Originally published in LGC

This time last year saw much of the sector on tenterhooks, awaiting delivery of the English Devolution White Paper and the new government’s vision for reshaping local economic destiny.  A year on, we now see that the command for local government reorganisation (LGR) in 21 county-district areas, the Treasury’s pound of flesh for funding the economic growth baubles of mayoral strategic authorities, is to the fore.   

Having dutifully submitted LGR proposals to Marsham Street on time in recent days, the side quest has become the main act.  With elections deferred, trust broken and doubts creeping in over the political capital and institutional capability of central government to deliver on last December’s devolution promise, for practical purposes attention must now refocus on the nuts and bolts of safely delivering the most significant structural upheaval outside of central government since the 1970s.  

If the creation of new unitary authorities is designed to increase productivity and streamline governance, to the desired end of providing residents with better quality public services, we need to look at the means. And in this respect, the logistical challenge of merging multiple district authorities into these new authorities cannot, however, be overstated. This is particularly relevant when considering the need to integrate the multiple back-office technological systems which underpin public service delivery. 

If handled well, such integration could reduce costs whilst improving the responsiveness and accessibility of local government systems, making them easier to monitor and manage – and ultimately ensuring residents receive better quality local public services. 

In Localis’s latest report, Connected Devolutioncommissioned by TechnologyOne, we examined the current policy context for technological integration and LGR, drawing on cutting-edge research and best practice examples from home and abroad to produce an analysis of the risks, opportunities and potential ways forward for successful, transformative LGR. 

Our study concluded that the policy goal of creating fewer and larger councils is a social as well as structural challenge for local government in seeking to secure a safe and legally compliant ‘day one’ for the councils forged from local government reorganisation. 

Connected Devolution makes a series of policy recommendations to central government, strategic combined authorities as well as existing and new local unitary councils, on how to deliver a digital devolution dividend from the overhaul of local government structures. 

Among the key findings uncovered in the report was the sub-optimal digital readiness of the local state.   The digital readiness of English local government is held back by pervasive legacy dependency, fragmentation, supplier lock-in, and constrained finances.

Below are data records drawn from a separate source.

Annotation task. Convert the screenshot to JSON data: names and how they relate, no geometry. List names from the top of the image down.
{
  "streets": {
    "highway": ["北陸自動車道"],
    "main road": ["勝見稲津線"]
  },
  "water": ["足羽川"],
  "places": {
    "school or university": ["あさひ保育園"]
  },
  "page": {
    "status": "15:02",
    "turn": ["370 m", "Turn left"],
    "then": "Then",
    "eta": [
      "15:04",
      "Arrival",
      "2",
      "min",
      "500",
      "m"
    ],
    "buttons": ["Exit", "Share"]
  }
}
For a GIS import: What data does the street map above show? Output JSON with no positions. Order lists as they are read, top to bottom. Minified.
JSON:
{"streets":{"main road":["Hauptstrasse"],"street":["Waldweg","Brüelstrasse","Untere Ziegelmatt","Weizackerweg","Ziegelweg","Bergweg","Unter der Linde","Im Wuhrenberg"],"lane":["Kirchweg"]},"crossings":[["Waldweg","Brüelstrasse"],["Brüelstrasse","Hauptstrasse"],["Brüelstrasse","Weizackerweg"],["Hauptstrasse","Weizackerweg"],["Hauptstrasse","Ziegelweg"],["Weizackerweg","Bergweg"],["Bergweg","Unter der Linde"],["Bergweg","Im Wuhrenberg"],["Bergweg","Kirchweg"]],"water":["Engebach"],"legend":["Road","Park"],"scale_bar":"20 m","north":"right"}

While national digital ‘rails’ provide useful precedents, they are fundamentally incomplete for the comprehensive integration demands of LGR. 

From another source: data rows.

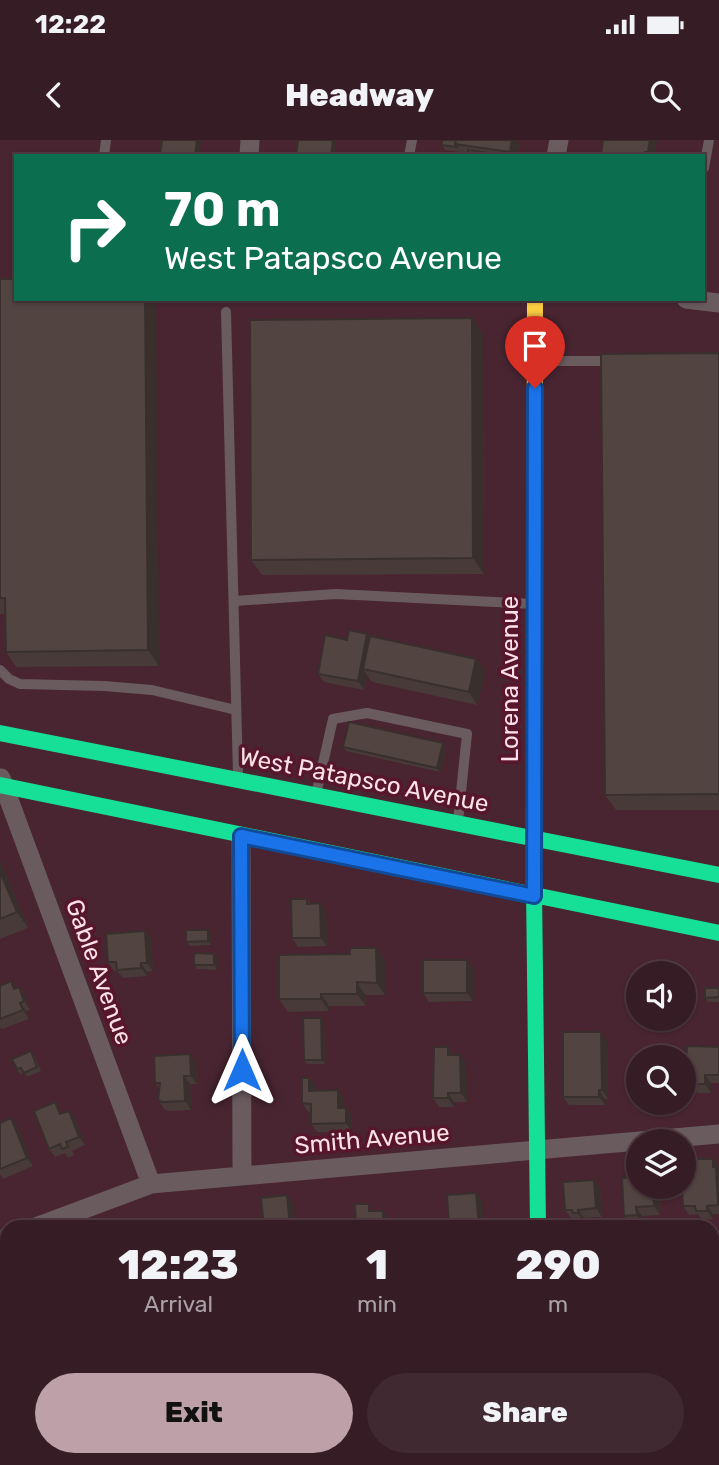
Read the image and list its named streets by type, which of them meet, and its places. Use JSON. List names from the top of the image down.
{
  "streets": {
    "main road": ["Lorena Avenue", "West Patapsco Avenue"],
    "street": ["Gable Avenue", "Smith Avenue"]
  },
  "crossings": [
    ["Lorena Avenue", "West Patapsco Avenue"],
    ["Lorena Avenue", "Smith Avenue"],
    ["Gable Avenue", "Smith Avenue"]
  ],
  "page": {
    "status": "12:22",
    "header": "Headway",
    "turn": ["70 m", "West Patapsco Avenue"],
    "eta": [
      "12:23",
      "Arrival",
      "1",
      "min",
      "290",
      "m"
    ],
    "buttons": ["Exit", "Share"]
  }
}
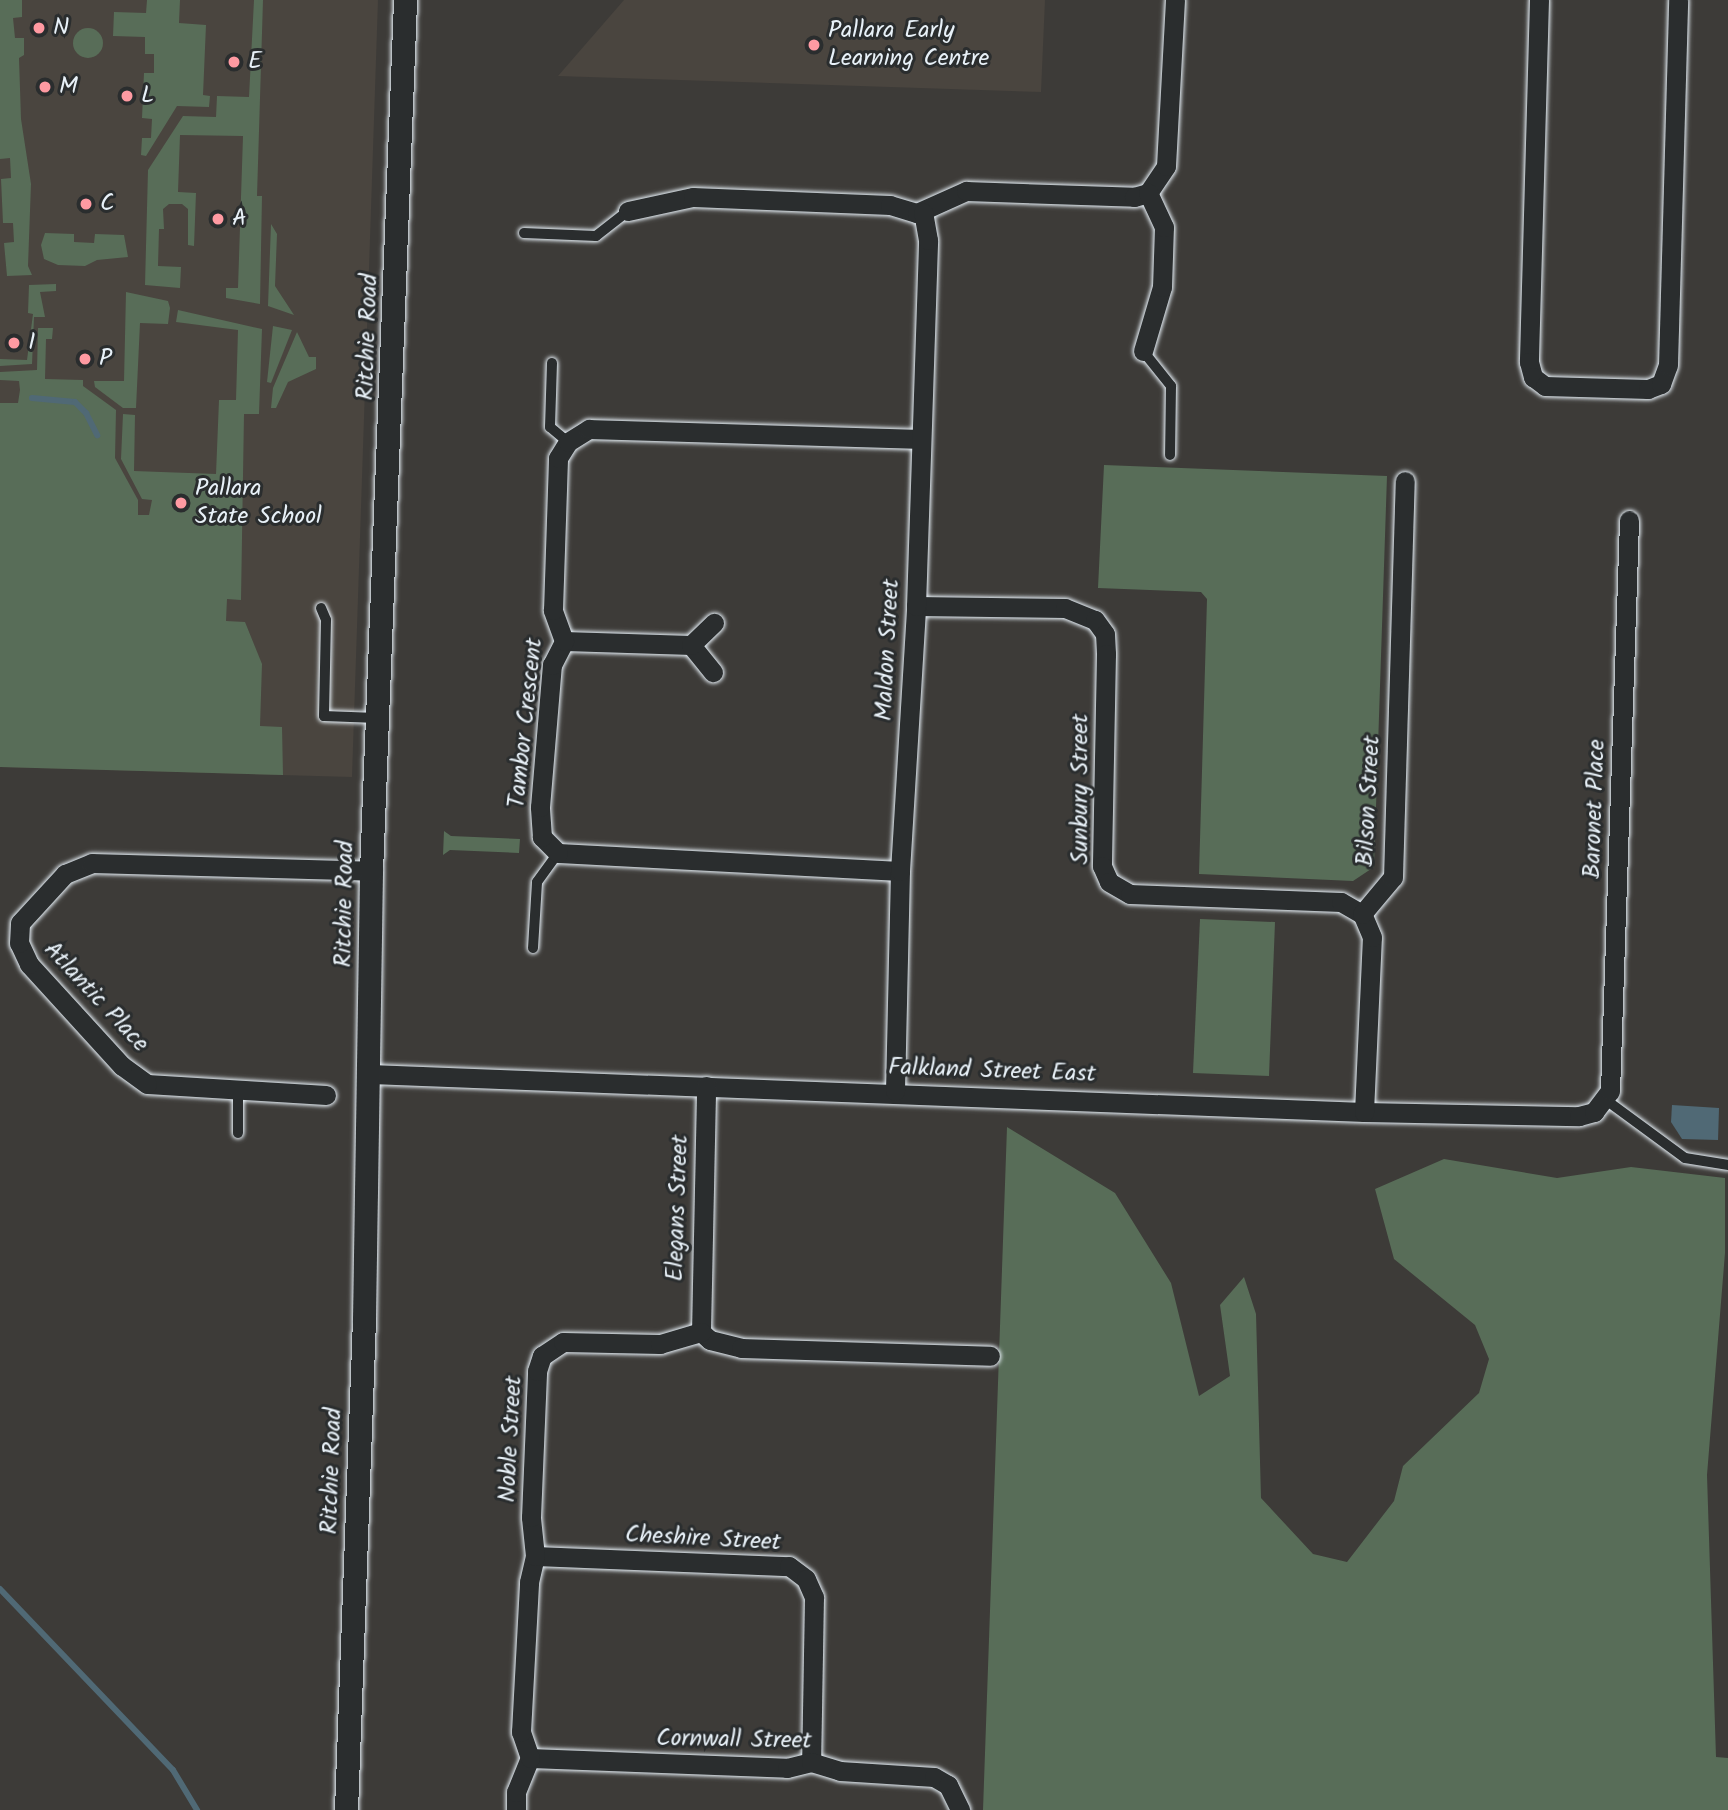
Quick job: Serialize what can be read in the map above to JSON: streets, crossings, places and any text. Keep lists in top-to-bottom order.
{
  "streets": {
    "street": [
      "Ritchie Road",
      "Maldon Street",
      "Tambor Crescent",
      "Sunbury Street",
      "Bilson Street",
      "Baronet Place",
      "Atlantic Place",
      "Falkland Street East",
      "Elegans Street",
      "Noble Street",
      "Cheshire Street",
      "Cornwall Street"
    ]
  },
  "crossings": [
    ["Ritchie Road", "Atlantic Place"],
    ["Ritchie Road", "Falkland Street East"],
    ["Maldon Street", "Sunbury Street"],
    ["Maldon Street", "Falkland Street East"],
    ["Sunbury Street", "Bilson Street"],
    ["Baronet Place", "Falkland Street East"],
    ["Falkland Street East", "Elegans Street"],
    ["Elegans Street", "Noble Street"],
    ["Noble Street", "Cheshire Street"],
    ["Noble Street", "Cornwall Street"],
    ["Cheshire Street", "Cornwall Street"]
  ],
  "places": [
    "N",
    "Pallara Early Learning Centre",
    "E",
    "M",
    "L",
    "C",
    "A",
    "I",
    "P",
    "Pallara State School"
  ]
}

Capacity issues are a binding constraint. The overarching limiting factor is organisational capacity, with only approximately two percent of local authority headcount staff in digital/data-adjacent roles, a human factor significantly frustrating LGR systems integration. This necessitates ring-fenced skills funding and professionalisation against frameworks like the Government Digital and Data Profession Capability Framework. 

Governance and local leadership will have to play a central role in this. LGR outcomes hinge on the new operating model and how decision-making powers are allocated across the merging entities. Leaders must align political and executive sponsors behind an interface-first vision and adopt a ‘rails-first, interface-led’ strategy to guide convergence. Effective governance must embed cyber and data ethics from the outset. 

There is great public value potential of data integration for prevention to be harvested. Integrated services become deliverable when data from many standalone organisations is consolidated into a single, jointly governed analytics “spine”. This is necessary to enable truly preventative services and complex cross-agency care planning. 

And in the context of devolution and public service reform, collaboration must be  the dominant operating context. Regional collaboration is no longer optional but must be the fundamental operating context for LGR success.  Realising this will mean using  archetypes like networked administrative organisations or community product consortia to pool expertise and standardise assets across local boundaries. 

Successful transformation means treating the integration process as a combined social and technical challenge – with a focus on standardising processes and data across organisational boundaries rather than a mere IT system replacement or contract renewal. 

We are at a critical moment, and well managed integration which combines empowered digital leadership, disciplined commercial strategy and realistic multi-year timelines can help achieve promised efficiencies.  But failure to do so will derail public service reform and frustrate the devolution agenda, whenever that gets back on the rails.  By this criterion, doing local digital well will be fundamental to any hopes for connecting regional economic growth goals to improved neighbourhood public service delivery.